Task data:
Segment Open

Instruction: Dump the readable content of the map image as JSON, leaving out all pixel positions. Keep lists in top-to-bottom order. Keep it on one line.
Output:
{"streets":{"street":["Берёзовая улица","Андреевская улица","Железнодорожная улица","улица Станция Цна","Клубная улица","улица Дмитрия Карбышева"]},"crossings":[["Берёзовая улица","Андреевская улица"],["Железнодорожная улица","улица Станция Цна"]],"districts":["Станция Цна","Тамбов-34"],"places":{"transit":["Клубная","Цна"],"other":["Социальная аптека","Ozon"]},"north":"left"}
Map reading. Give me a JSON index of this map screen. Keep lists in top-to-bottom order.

Segment Closed
Segment Open

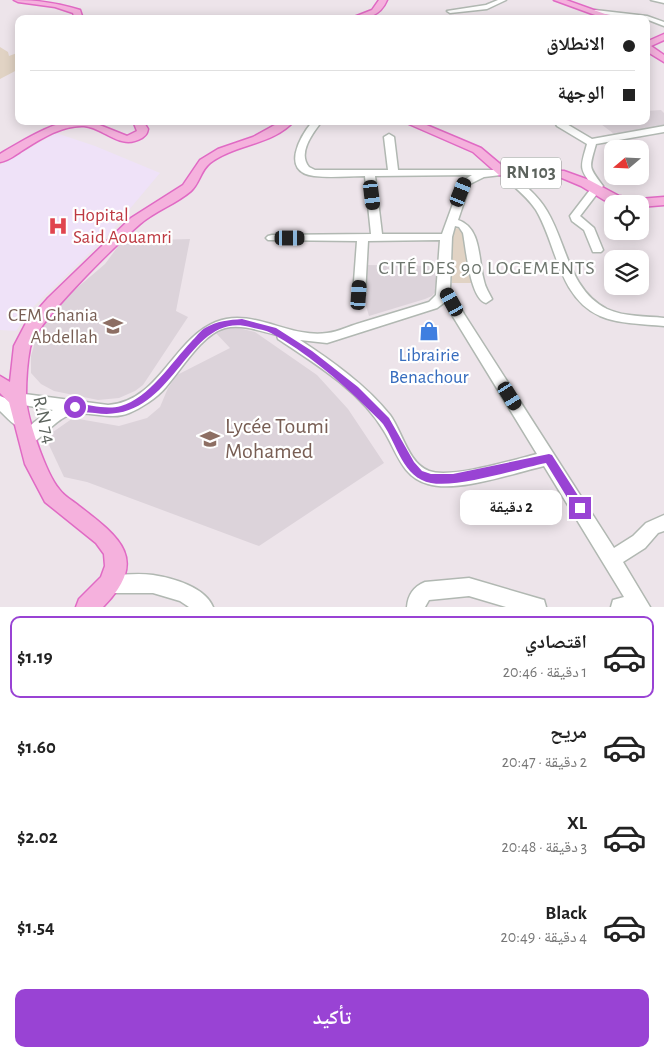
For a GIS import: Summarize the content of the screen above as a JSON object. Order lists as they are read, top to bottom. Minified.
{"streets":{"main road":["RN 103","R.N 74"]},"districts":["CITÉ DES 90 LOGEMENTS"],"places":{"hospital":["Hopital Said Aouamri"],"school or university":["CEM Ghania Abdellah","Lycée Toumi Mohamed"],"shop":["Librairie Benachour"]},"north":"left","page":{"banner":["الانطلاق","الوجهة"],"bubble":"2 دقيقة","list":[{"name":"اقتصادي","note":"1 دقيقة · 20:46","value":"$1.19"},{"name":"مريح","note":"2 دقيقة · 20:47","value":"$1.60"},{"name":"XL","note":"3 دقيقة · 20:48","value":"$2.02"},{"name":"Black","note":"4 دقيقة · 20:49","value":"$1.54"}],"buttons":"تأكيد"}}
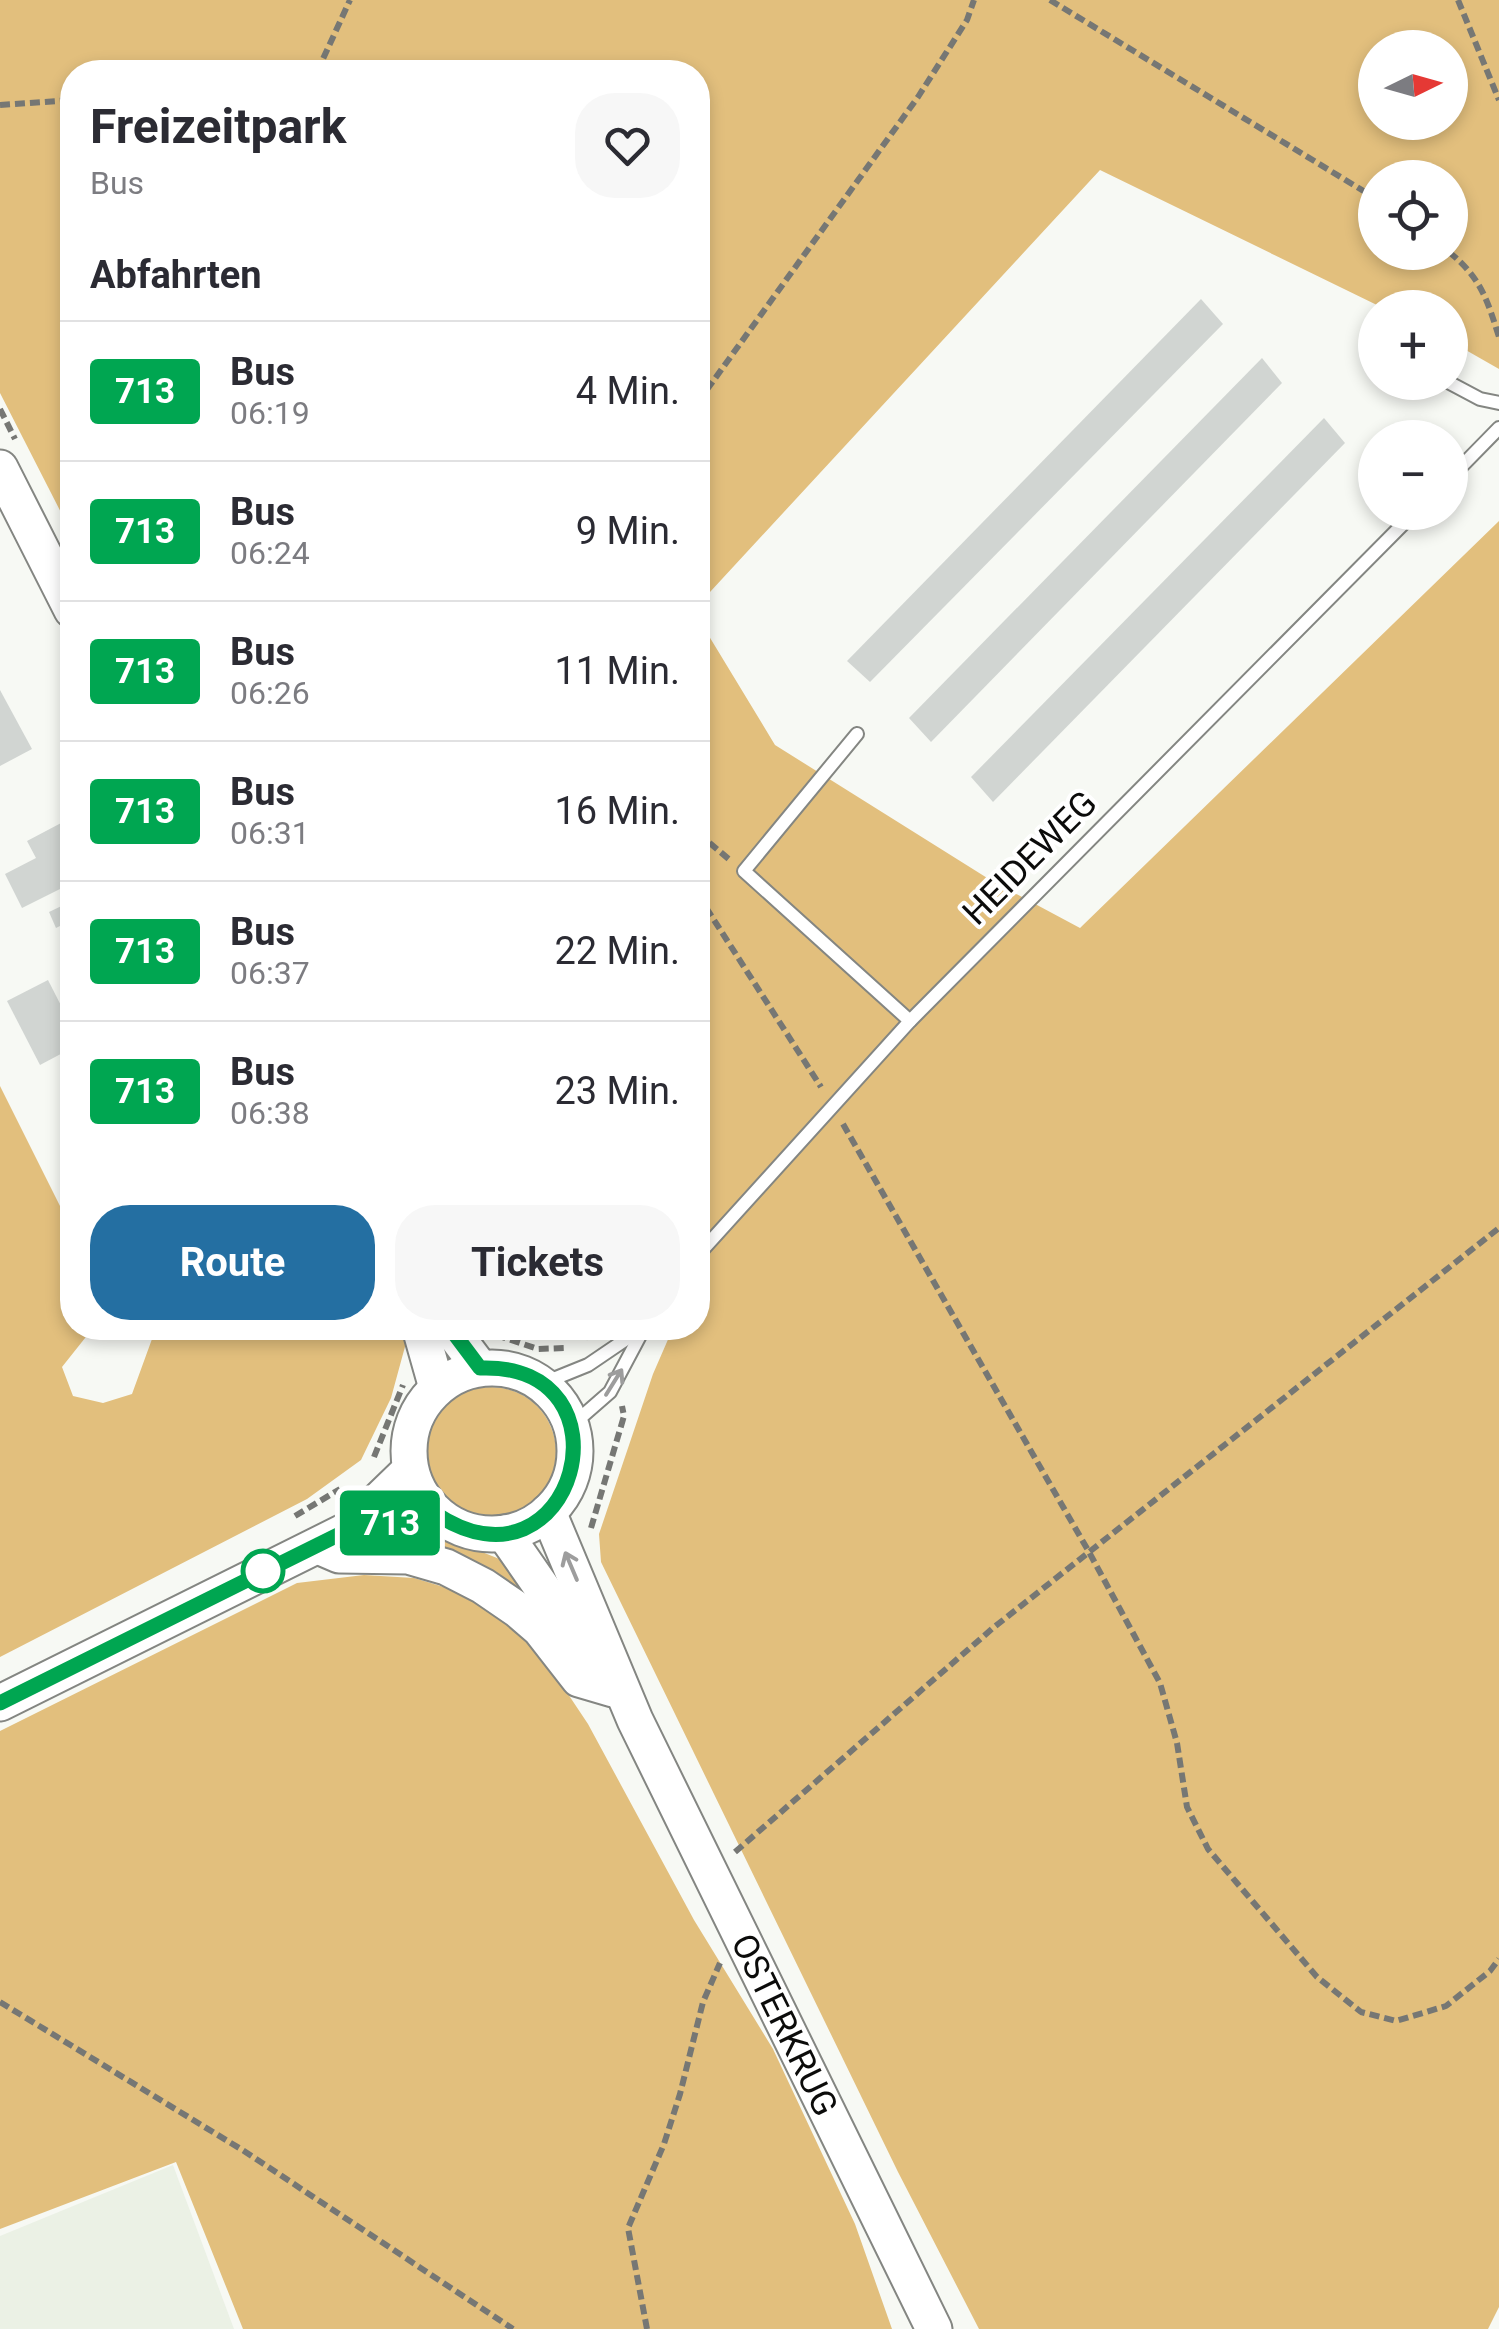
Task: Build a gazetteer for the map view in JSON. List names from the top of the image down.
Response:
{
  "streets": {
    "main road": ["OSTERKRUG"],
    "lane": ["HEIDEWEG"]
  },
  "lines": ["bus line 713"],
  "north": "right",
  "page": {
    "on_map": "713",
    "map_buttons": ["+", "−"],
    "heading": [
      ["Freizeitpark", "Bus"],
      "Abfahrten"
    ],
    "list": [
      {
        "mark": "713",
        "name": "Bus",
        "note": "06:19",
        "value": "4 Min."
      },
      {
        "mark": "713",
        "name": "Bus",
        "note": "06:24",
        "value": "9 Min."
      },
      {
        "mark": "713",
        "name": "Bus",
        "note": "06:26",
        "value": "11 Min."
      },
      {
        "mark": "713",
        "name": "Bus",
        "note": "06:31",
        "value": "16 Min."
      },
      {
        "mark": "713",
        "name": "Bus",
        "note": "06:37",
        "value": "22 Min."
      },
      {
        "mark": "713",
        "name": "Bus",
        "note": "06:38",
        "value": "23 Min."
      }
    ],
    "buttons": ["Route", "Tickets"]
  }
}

Segment Closed

What lines in the data above carry "image"? Return them all.

Instruction: Dump the readable content of the map image as JSON, leaving out all pixel positions. Keep lists in top-to-bottom order. Keep it on one line.
Task: Build a gazetteer for the map view in JSON. List names from the top of the image down.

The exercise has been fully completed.